Les grands parcs solaires sont plus respectueux de l'environnement que les centrales photovoltaïques de taille moyenne.
L’étude a montré que les centrales photovoltaïques de taille moyenne entraînent une plus grande perte d’habitats semi-naturels que les grandes centrales photovoltaïques, probablement parce que les « méga-installations photovoltaïques » sont soumises à des évaluations d’impact environnemental plus strictes, ce qui pourrait conduire à la fragmentation des grands projets.
La répartition dispersée des petites installations est également un facteur qui entraîne des impacts environnementaux cumulatifs élevés qui ne seraient pas détectés par des évaluations indépendantes, ce qui justifie la nécessité d'évaluations d'impact environnemental cumulatives et synergiques.
Les résultats de leurs travaux ont été présentés dans l'étude « Développement de l'énergie photovoltaïque solaire et conservation de la biodiversité : connaissances actuelles et lacunes de la recherche », publiée dans Conservation Letters, où ils ont analysé 180 articles scientifiques publiés depuis 2010, une période durant laquelle la croissance exponentielle du photovoltaïque ne s'est pas accompagnée au même niveau d'une croissance de la recherche sur ses effets sur l'environnement, bien que ce domaine d'intérêt se soit accru au sein de la communauté scientifique.
Plus précisément, le nombre d'articles a été multiplié par 25 entre 2010 et 2023. Les résultats ont permis d'identifier les principaux impacts des centrales photovoltaïques sur les écosystèmes et les organismes associés, et de proposer des orientations de recherche futures pour garantir une transition énergétique durable.
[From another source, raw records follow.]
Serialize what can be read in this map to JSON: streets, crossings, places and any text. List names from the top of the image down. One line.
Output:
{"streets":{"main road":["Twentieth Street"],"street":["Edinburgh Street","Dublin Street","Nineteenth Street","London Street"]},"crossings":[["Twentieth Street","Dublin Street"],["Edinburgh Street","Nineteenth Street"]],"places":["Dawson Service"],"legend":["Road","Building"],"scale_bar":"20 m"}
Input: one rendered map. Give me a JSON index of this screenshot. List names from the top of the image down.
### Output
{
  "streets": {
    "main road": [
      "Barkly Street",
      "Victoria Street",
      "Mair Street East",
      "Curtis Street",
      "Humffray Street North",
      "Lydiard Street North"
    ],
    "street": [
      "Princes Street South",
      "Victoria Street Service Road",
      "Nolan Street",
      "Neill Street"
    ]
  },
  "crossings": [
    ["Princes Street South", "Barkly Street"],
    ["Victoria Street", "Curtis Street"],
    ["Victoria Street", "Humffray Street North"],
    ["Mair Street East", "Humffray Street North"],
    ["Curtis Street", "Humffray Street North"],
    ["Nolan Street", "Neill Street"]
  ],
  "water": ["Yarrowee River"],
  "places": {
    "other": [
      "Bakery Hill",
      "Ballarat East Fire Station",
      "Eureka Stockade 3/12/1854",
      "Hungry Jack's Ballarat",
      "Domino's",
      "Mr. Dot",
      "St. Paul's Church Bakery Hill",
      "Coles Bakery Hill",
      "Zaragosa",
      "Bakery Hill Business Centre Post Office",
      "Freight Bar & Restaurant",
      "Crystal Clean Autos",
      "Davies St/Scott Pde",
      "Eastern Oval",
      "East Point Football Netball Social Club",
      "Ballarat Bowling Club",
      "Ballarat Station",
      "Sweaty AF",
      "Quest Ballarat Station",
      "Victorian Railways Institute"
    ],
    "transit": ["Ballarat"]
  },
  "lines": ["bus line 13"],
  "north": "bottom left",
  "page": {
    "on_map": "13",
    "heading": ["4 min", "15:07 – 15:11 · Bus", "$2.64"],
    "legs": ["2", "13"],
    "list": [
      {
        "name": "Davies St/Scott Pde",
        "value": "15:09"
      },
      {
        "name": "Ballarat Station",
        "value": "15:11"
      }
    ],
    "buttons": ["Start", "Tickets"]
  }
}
L’étude a noté que, bien que l’Asie et l’Europe figurent en tête de liste des régions ayant la plus grande capacité photovoltaïque installée, la plupart des connaissances proviennent d’études nord-américaines, en particulier des déserts, qui ne peuvent pas être extrapolées à d’autres environnements, tels que les terres cultivées, où se situe la majeure partie de la capacité photovoltaïque à l’échelle mondiale.
De plus, la plupart des études se sont concentrées sur la perte ou l'altération des habitats, tandis que d'autres impacts, tels que les conséquences sur le microclimat ou le potentiel des systèmes agrovoltaïques, ont été à peine abordés. Enfin, 53 % des études ont été réalisées sur une seule installation photovoltaïque, et les conditions antérieures à la construction ont rarement été consignées.
L'installation de panneaux solaires affecte l'environnement et la biodiversité de multiples façons. Dans les zones arides, ces panneaux agissent directement sur le microclimat durant les saisons chaudes, créant de nouvelles zones d'ombre et augmentant l'humidité du sol. Ils peuvent également modifier la composition chimique et physique du substrat, mais des recherches supplémentaires sont nécessaires pour comprendre les mécanismes à l'origine de ces changements.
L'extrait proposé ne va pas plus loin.